Usages orphelins en fruits et légumes
Ainsi, aujourd’hui, le nématicide 1,3 dichloropropène n’est plus autorisé sous forme dérogatoire comme c’était le cas depuis plusieurs années. Il laisse les producteurs de carottes de Créances ou de pommes de terre de Noirmoutier désemparés.
« Concernant la cerise, on se sent vraiment acculés, avec l’impression de vivre une succession de suppressions pour des raisons qui ne nous semblent pas toujours basées sur des éléments scientifiques solides, et sans aucune alternative, ajoute Stéphanie Prat. Sur Drosophila suzukii, on nous renvoie vers la technique de lâchers de mâles stériles. Mais ce n’est pas pour demain, compte tenu des différentes contraintes pour la reconnaissance du dossier au niveau administratif. »

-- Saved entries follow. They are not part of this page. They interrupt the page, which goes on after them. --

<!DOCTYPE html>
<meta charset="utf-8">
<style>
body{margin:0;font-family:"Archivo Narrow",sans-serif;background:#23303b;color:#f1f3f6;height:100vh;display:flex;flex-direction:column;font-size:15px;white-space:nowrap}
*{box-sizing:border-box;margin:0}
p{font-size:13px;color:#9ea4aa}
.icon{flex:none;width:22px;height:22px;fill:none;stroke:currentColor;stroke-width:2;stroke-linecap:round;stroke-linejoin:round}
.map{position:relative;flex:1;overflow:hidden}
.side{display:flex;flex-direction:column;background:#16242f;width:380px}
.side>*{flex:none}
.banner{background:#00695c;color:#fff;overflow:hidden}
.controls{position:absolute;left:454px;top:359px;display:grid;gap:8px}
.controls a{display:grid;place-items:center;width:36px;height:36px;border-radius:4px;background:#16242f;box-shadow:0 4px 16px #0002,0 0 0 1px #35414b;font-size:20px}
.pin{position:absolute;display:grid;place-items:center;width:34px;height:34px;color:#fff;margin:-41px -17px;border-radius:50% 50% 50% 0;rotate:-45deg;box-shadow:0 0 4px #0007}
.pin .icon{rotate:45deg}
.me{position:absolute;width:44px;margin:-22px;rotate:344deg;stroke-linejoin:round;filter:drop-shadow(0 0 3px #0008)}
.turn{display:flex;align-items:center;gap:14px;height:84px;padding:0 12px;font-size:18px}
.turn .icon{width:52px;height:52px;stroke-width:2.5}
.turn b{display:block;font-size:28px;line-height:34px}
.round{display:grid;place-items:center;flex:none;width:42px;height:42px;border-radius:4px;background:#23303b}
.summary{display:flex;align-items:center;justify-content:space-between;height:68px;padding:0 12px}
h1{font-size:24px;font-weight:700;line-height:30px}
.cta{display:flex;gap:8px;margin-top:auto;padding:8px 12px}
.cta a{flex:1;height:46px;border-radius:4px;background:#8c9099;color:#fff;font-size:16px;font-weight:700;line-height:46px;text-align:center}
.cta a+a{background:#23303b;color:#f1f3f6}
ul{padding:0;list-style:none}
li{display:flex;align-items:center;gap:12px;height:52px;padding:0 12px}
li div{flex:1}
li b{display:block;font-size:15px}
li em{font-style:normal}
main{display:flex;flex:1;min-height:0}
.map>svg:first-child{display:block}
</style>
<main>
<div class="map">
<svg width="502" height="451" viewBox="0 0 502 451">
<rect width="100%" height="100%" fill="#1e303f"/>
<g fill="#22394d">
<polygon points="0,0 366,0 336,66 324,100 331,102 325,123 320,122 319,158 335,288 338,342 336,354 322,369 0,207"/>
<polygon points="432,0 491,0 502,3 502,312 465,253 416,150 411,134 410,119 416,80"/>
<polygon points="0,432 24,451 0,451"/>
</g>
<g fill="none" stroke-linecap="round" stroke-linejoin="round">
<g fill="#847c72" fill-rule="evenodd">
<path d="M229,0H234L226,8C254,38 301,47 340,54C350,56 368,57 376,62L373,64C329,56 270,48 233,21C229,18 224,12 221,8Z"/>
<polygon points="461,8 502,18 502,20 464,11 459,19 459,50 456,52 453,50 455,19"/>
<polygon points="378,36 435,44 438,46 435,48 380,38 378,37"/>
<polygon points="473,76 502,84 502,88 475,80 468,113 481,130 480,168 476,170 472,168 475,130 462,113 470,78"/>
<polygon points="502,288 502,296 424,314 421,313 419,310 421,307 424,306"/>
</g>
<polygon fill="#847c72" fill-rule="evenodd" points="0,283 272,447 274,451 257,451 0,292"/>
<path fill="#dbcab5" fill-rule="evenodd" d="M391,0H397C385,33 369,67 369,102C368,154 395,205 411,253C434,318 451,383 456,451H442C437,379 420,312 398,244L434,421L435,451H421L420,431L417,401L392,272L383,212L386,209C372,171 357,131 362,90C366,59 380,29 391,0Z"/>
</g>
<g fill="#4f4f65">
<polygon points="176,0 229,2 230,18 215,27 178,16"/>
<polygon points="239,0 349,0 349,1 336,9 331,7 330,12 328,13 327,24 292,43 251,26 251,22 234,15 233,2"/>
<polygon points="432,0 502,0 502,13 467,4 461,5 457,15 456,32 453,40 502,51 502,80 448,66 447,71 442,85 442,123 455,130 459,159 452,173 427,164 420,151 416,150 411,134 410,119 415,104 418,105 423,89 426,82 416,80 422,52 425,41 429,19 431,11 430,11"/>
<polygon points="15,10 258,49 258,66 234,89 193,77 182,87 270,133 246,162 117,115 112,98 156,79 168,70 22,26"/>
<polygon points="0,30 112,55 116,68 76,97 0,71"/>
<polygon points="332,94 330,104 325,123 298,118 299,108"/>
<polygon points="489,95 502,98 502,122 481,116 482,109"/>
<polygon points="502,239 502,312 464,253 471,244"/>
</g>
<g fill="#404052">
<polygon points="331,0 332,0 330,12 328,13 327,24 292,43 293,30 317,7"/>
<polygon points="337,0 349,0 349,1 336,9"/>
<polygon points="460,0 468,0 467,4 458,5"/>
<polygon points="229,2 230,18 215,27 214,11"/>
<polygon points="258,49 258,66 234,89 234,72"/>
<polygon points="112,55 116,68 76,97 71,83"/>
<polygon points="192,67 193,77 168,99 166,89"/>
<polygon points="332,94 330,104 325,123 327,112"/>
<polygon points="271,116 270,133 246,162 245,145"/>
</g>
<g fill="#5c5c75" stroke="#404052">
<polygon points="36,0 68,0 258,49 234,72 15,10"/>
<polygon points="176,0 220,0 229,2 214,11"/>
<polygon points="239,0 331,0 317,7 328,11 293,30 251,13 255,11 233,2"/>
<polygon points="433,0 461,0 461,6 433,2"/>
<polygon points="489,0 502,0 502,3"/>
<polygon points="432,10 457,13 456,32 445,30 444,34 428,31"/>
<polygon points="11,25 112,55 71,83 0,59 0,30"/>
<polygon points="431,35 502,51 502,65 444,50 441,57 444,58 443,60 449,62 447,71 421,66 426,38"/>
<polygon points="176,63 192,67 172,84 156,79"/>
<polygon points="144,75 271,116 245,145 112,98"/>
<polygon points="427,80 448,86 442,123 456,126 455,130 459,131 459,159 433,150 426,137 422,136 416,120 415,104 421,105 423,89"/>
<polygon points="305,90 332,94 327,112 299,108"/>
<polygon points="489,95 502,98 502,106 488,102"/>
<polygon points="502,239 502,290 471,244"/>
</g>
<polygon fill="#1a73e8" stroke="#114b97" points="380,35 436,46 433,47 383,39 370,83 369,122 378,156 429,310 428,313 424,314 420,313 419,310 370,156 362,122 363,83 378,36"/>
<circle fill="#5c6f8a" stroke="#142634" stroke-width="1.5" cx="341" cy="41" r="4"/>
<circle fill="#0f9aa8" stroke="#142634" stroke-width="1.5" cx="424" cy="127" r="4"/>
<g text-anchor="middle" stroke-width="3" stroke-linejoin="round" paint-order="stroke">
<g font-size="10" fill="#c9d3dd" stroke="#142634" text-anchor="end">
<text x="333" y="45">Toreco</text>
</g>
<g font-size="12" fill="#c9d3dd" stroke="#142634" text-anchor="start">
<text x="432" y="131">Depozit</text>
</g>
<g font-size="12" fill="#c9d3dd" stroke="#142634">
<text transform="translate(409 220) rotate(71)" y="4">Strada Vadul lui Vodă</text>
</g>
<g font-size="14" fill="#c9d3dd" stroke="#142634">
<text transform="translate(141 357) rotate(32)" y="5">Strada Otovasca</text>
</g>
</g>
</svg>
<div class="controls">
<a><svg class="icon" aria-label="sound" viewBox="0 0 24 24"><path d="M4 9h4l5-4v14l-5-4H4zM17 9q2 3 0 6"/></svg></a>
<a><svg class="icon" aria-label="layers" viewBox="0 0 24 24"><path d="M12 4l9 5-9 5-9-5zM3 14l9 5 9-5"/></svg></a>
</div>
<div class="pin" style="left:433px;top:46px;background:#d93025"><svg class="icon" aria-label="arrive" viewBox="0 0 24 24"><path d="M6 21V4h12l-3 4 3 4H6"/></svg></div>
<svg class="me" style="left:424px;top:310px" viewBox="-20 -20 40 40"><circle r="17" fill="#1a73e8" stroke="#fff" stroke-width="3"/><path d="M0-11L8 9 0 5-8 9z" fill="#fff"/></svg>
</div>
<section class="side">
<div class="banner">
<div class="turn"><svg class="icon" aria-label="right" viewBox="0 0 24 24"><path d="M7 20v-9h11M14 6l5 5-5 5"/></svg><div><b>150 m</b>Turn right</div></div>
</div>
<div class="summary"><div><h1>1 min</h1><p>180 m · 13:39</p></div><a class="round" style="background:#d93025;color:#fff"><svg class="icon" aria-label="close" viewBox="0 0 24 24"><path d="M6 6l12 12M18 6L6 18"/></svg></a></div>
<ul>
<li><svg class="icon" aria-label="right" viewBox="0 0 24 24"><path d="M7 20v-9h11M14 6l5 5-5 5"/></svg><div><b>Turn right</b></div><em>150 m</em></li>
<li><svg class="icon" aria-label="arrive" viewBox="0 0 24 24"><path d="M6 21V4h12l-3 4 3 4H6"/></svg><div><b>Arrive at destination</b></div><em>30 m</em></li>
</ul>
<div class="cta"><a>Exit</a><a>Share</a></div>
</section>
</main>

La pression sociétale fait prendre des décisions politiques décalées par rapport à la recherche scientifiqueCyril Pogu, Légumes de France
Même si les grandes cultures sont ponctuellement touchées par des retraits de spécialités, les fruits et légumes restent les plus touchés. « Alors qu’il existe plus de quarante espèces de légumes, qui représentent moins de 1 % de la SAU agricole, on parle de plus de 650 usages, dont 39 % sont non pourvus », souligne Cyril Pogu, chez Légumes de France. Même constat en fruits, où 30 % des usages sont orphelins. L’Administration estime qu’un usage est pourvu à partir du moment où au moins une molécule est homologuée. Ce qui est souvent loin d’être suffisant.

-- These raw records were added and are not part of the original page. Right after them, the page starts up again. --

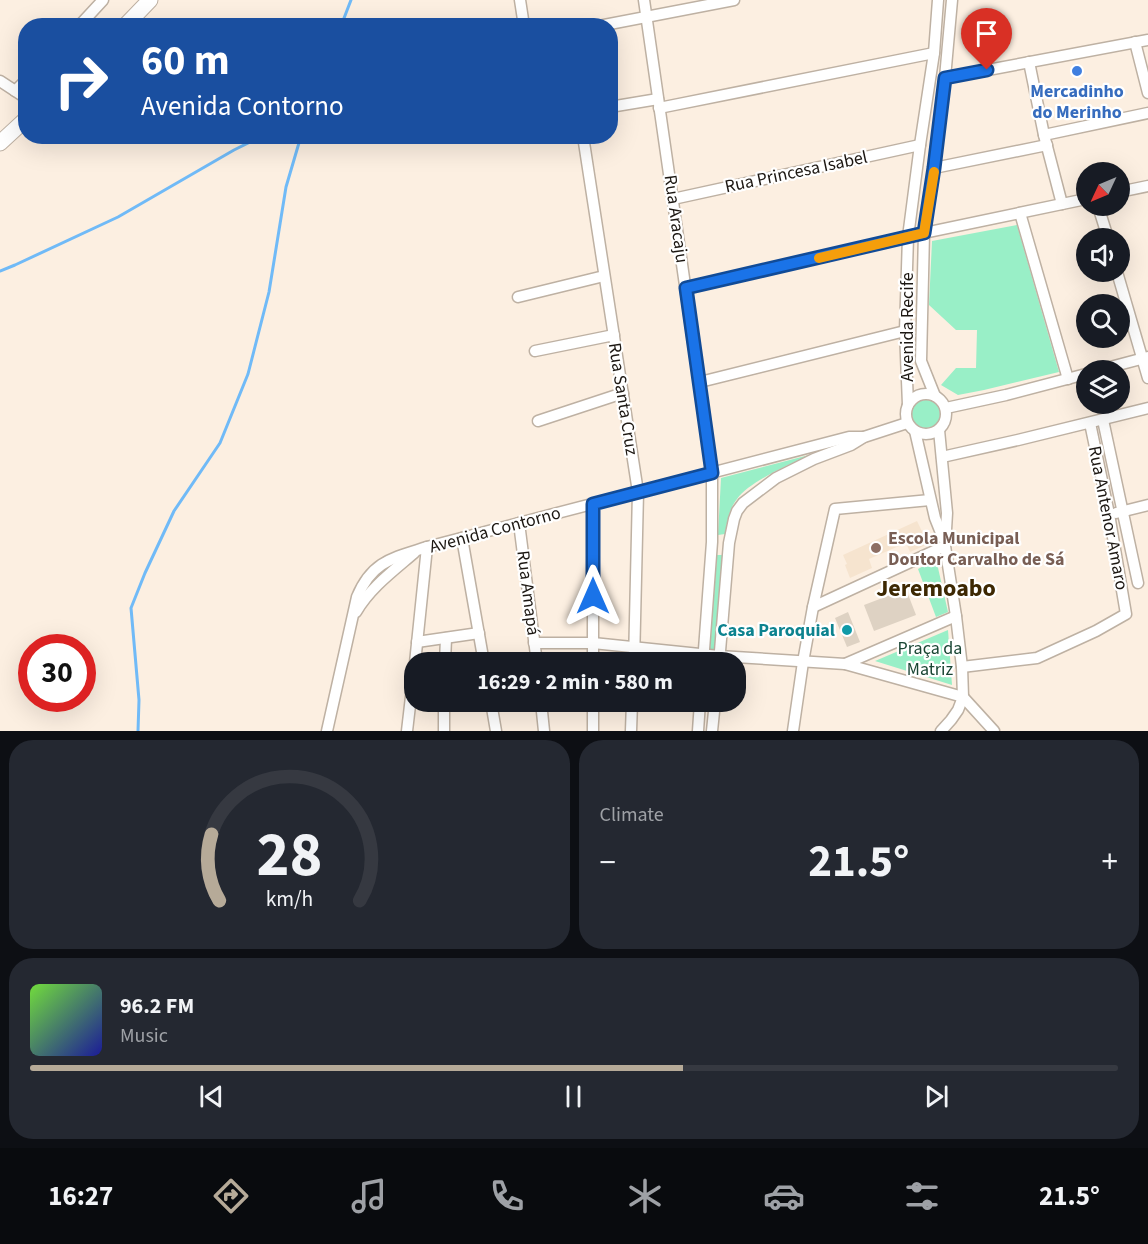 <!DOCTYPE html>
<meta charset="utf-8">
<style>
:root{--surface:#171b24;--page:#242831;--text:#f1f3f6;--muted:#9ea1a6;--line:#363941;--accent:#b6aa98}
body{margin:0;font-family:"Source Sans 3",sans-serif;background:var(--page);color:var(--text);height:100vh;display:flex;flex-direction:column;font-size:22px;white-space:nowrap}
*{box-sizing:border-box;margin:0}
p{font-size:20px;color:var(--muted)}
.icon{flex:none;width:33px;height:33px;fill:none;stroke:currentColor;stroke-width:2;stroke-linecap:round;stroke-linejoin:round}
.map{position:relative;height:731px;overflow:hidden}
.side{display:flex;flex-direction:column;gap:9px;padding:9px;background:#0d0f14;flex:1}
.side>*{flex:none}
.banner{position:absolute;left:18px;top:18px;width:600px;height:126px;border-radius:24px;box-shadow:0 6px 24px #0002;background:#1a4fa0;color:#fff;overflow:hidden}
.needle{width:39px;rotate:226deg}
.fabs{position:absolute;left:1076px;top:162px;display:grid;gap:12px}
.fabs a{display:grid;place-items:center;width:54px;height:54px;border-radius:50%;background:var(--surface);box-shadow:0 6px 24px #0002;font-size:30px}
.speed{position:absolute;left:18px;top:634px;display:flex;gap:12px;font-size:30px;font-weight:700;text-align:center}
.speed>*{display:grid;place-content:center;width:78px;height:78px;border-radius:50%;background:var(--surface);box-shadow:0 6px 24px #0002;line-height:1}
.speed .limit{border:9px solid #d22;background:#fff;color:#111}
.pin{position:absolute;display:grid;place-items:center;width:51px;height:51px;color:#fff;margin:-62px -26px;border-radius:50% 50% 50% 0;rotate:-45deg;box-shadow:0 0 6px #0007}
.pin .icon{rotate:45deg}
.me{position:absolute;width:66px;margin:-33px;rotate:0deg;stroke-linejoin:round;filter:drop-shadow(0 0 4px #0008)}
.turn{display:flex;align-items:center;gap:21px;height:126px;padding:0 24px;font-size:27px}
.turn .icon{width:78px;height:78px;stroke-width:2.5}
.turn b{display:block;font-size:42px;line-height:51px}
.big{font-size:45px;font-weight:700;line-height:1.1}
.side .widget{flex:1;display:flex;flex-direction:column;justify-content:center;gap:9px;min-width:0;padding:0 21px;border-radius:24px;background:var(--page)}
.side .dial{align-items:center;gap:0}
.dial svg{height:156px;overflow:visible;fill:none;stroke:var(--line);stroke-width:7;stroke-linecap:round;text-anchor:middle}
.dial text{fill:var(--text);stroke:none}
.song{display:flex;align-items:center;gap:18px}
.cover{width:72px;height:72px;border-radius:9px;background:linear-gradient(135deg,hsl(100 70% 55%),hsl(240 70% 35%))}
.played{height:6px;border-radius:3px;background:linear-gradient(90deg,var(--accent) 60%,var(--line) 60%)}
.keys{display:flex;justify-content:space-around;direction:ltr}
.heat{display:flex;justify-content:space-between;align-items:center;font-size:33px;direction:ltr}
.side .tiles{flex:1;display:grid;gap:9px;grid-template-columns:1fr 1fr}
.widget:last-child{grid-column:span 2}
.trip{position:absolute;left:404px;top:652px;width:342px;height:60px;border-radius:24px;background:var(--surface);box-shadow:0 6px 24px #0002;font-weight:700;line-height:60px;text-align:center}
.menu{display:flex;height:96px;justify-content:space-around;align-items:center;background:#090b0e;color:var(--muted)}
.menu .icon{width:42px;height:42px}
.menu .active{color:var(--accent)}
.menu b{font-size:27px;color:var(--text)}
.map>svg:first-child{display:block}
</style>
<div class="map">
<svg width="1148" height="731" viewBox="0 0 1148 731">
<rect width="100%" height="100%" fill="#fcefe1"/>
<!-- built -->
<polygon fill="#f6e4cf" points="917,521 928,544 910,552 906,543 869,559 872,568 850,578 845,565 847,564 843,555"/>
<!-- green -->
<g fill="#99efc7">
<polygon points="1017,225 1059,372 984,390 958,395 941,385 956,368 976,368 977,330 956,330 929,305 932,241"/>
<circle cx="926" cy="414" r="14"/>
<path d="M809,455C789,465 750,481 737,499C729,509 727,522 725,534L718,535L721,478Z"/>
<polygon points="717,555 723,555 715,651 710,650"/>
<polygon points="936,559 948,612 936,617 918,569"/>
<polygon points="948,630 952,685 875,661"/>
</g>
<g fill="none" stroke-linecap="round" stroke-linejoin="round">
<!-- stream -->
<g stroke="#70baf7" stroke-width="3">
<polyline points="341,26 351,0"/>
<polyline points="0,271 15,265 118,217 234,150 262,136"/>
<polyline points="138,731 139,700 131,608 145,573 174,511 220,443 248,374 269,292 286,187 301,136"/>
</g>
</g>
<!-- building -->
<g fill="#ded2c3">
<polygon points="906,589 916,615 874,631 864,605"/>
<polygon points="848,612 860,642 847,647 835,618"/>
</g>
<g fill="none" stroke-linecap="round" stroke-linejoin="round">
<defs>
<g id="minor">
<polyline points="520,0 524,26"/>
<polyline points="644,0 712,473 712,542 703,663"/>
<polyline points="79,26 103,0"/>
<polyline points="599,26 734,0"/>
<polyline points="1135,42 1148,93"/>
<polyline points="1029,62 1044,135 1062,204"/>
<polyline points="945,78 1148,40"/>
<polyline points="0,81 26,98"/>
<polyline points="15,91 26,80"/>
<polyline points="610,107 658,99"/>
<polyline points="659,108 934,53"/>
<polyline points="1044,135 1148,113"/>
<polyline points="583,136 638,492 634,663"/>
<polyline points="934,168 1047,145"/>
<polyline points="1119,192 1148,186"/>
<polyline points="673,199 920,145"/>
<polyline points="1098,206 1108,238"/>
<polyline points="1020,213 1068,379"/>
<polyline points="1117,272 1148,378"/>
<polyline points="686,288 924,233 1086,199"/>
<polyline points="518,297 604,276"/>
<polyline points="535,351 614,335"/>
<polyline points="1099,370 1148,357"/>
<polyline points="700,382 905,331"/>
<circle cx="926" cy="414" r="20"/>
<polyline points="935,396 921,361 924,233 934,168 945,78 952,0"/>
<polyline points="908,405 905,331 908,237 920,145 934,53 938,0"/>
<polyline points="946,408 1006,395 1086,374"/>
<polyline points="1103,420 1138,583"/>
<polyline points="538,421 623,393"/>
<polyline points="939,430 947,513 945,546 956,616 962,667 963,697 958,710 951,720 941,731"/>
<polyline points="915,431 935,518 943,538"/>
<polyline points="942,457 1018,440 1148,408"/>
<polyline points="1116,513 1148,505"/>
<polyline points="519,523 537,663"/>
<polyline points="462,538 484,663"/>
<polyline points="813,607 945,546"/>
<path d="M356,612C370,588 393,571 414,553"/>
<polyline points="417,642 479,633"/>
<polyline points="534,643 593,643 719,656 845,664 963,697 994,731"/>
<polyline points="415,663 427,547"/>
<polyline points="445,663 446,638"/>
<polyline points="593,663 593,504"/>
<polyline points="719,663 729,543 734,519 737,511 743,503 776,478 814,459 851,445 864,437 907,423"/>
<polyline points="845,664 956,616"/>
<polyline points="962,667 1037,658 1096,631 1126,614 1109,514 1090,423"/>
<polyline points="491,702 496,731"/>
<polyline points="541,702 544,731"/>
<polyline points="593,702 593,731"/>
<path d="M327,731L357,597C372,561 393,558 427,547L849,437H864"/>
<polyline points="407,731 414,671"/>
<polyline points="444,731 444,702"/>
<polyline points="631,731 632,702"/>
<polyline points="698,731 700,702"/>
<polyline points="712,731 715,702"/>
<polyline points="793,731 803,662 813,607 835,509 930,500"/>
</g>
<g id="highway">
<polyline points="125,26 150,0"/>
<polyline points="0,143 26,119"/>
</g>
</defs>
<!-- minor casing -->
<use href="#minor" stroke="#beb1a3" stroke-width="13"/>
<!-- highway casing -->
<use href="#highway" stroke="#beb1a3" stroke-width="17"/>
<!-- minor -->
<use href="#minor" stroke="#fff" stroke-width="10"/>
<!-- highway -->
<use href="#highway" stroke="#fff" stroke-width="15"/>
</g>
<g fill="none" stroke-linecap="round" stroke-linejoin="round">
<defs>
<polyline id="route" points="593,596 593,504 712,473 686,288 924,233 934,168 945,78 987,70"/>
</defs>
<!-- route casing -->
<use href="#route" stroke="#114b97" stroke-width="15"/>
<!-- route -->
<use href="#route" stroke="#1a73e8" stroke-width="10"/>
<!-- slow -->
<polyline stroke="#f59e0b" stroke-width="10" points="819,258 924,233 934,172"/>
</g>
<!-- markers -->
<circle fill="#3f7fe0" stroke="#fff" stroke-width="2" cx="1077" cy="71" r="6"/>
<circle fill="#8d6e63" stroke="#fff" stroke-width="2" cx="876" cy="548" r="6"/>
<circle fill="#0f9aa8" stroke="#fff" stroke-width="2" cx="847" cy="630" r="6"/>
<g text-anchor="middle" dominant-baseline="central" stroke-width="4.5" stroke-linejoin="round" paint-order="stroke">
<!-- shop labels -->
<g font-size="18" font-weight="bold" fill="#366cbe" stroke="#fff">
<text x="1077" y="91">Mercadinho<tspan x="1077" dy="21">do Merinho</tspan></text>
</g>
<!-- street labels -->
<g font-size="18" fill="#1c1712" stroke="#fff">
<text transform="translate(796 172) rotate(-12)">Rua Princesa Isabel</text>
<text transform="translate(676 219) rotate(82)">Rua Aracaju</text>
<text transform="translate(907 327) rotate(-90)">Avenida Recife</text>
<text transform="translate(623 399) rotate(81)">Rua Santa Cruz</text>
<text transform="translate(1108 518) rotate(79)">Rua Antenor Amaro</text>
<text transform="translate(495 530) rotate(-15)">Avenida Contorno</text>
<text transform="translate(528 593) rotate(83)">Rua Amapá</text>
</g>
<!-- education labels -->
<g font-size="18" font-weight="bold" fill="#785e54" stroke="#fff" text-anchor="start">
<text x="888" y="538">Escola Municipal<tspan x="888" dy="21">Doutor Carvalho de Sá</tspan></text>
</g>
<!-- culture labels -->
<g font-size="18" font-weight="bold" fill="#0d838f" stroke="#fff" text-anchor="end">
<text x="835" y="630">Casa Paroquial</text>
</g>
<!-- park labels -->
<g font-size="18" fill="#194533" stroke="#fff">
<text x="930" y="648">Praça da<tspan x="930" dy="21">Matriz</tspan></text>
</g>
<!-- district labels -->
<g font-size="24" font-weight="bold" fill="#3d2802" stroke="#fff">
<text x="936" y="588">Jeremoabo</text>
</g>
</g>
</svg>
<div class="fabs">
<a><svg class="needle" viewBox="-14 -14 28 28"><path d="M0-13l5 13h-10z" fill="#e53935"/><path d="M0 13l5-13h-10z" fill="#9ea1a6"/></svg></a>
<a><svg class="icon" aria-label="sound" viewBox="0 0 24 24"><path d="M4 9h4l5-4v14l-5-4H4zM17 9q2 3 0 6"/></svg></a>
<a><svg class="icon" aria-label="search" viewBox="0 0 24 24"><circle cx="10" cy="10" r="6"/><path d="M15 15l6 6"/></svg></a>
<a><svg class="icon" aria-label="layers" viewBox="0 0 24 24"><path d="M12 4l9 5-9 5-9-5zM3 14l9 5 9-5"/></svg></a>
</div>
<div class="speed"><div class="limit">30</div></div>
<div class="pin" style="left:987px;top:70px;background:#d93025"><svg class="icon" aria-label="arrive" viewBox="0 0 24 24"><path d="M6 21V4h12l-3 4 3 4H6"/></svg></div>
<svg class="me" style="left:593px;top:596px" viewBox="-20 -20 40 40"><path d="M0-17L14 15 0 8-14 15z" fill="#1a73e8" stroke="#fff" stroke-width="4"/></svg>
<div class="trip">16:29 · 2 min · 580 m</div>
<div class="banner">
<div class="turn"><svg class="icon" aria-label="right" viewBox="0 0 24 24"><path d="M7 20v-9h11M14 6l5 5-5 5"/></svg><div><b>60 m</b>Avenida Contorno</div></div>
</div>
</div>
<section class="side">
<div class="tiles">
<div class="widget dial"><svg viewBox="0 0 100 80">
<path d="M14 69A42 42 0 1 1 86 69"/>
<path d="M14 69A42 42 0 0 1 10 35" stroke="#b6aa98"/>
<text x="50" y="56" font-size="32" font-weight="700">28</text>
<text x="50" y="72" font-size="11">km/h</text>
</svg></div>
<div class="widget"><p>Climate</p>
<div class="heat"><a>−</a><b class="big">21.5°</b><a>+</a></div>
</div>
<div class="widget">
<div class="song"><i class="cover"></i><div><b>96.2 FM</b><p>Music</p></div></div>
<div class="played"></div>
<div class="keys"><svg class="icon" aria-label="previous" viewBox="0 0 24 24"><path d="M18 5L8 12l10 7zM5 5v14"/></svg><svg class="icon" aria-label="pause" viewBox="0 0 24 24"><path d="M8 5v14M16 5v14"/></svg><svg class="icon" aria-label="next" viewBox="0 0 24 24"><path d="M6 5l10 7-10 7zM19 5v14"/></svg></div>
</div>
</div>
</section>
<nav class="menu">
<b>16:27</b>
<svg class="icon active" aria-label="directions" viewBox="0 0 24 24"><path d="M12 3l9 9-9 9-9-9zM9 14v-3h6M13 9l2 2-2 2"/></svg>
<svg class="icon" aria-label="music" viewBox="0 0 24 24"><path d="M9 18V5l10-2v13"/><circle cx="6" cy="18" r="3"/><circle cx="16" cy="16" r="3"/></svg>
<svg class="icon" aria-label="phone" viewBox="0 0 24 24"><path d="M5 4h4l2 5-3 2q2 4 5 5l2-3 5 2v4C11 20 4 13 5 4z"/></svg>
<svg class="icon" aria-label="climate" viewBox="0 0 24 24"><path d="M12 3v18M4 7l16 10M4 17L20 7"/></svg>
<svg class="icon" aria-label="car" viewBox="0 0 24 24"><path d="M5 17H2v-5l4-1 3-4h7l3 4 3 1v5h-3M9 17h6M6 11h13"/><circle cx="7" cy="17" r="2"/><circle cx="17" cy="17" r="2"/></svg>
<svg class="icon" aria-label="filters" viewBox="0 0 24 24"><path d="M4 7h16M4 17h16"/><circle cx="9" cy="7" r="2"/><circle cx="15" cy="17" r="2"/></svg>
<b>21.5°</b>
</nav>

Ces petites filières représentent de fait peu d’intérêt pour les firmes, parfois découragées par des dossiers d’inscription complexes et onéreux. Et l’Anses est reconnue comme étant une agence extrêmement exigeante en termes d’évaluation des risques. S’il existe depuis quelques années un comité des usages orphelins qui a pour but d’identifier les problématiques actuelles et à venir, la profession estime que derrière « il ne se passe pas grand-chose ».
Aider la recherches des alternatives
Pourtant, à la suite de cet état des lieux, des programmes de recherche structurés pourraient être mis en œuvre au sujet de la lutte mécanique, variétale, du biocontrôle… « Aujourd’hui, la pression sociétale fait prendre des décisions politiques décalées par rapport à la recherche scientifique, qui elle seule permet d’avoir des solutions. Quant aux retraits, ils ne sont pas accompagnés de recherche, estime Cyril Pogu. On aimerait avoir un retour complet de la redevance pour pollution diffuse (environ 150 M€/an), afin d’aider à la recherche d’alternatives. »
À l’heure où le président Macron renvoie le sort du glyphosate au niveau européen et où le ministre de l’Agriculture parle de souveraineté alimentaire à tout-va, les producteurs tout comme l’UIPP (Union des industries de la protection des plantes) demandent une harmonisation des procédures. « C’est une erreur de croire que la France va entraîner les autres États membres dans son sillage. Qu’elle défende une position à l’intérieur de l’Union européenne, soit, mais qu’elle passe son temps à faire des cas d’école dans son pays, c’est se tirer une balle dans le pied », conclut Christian Durlin.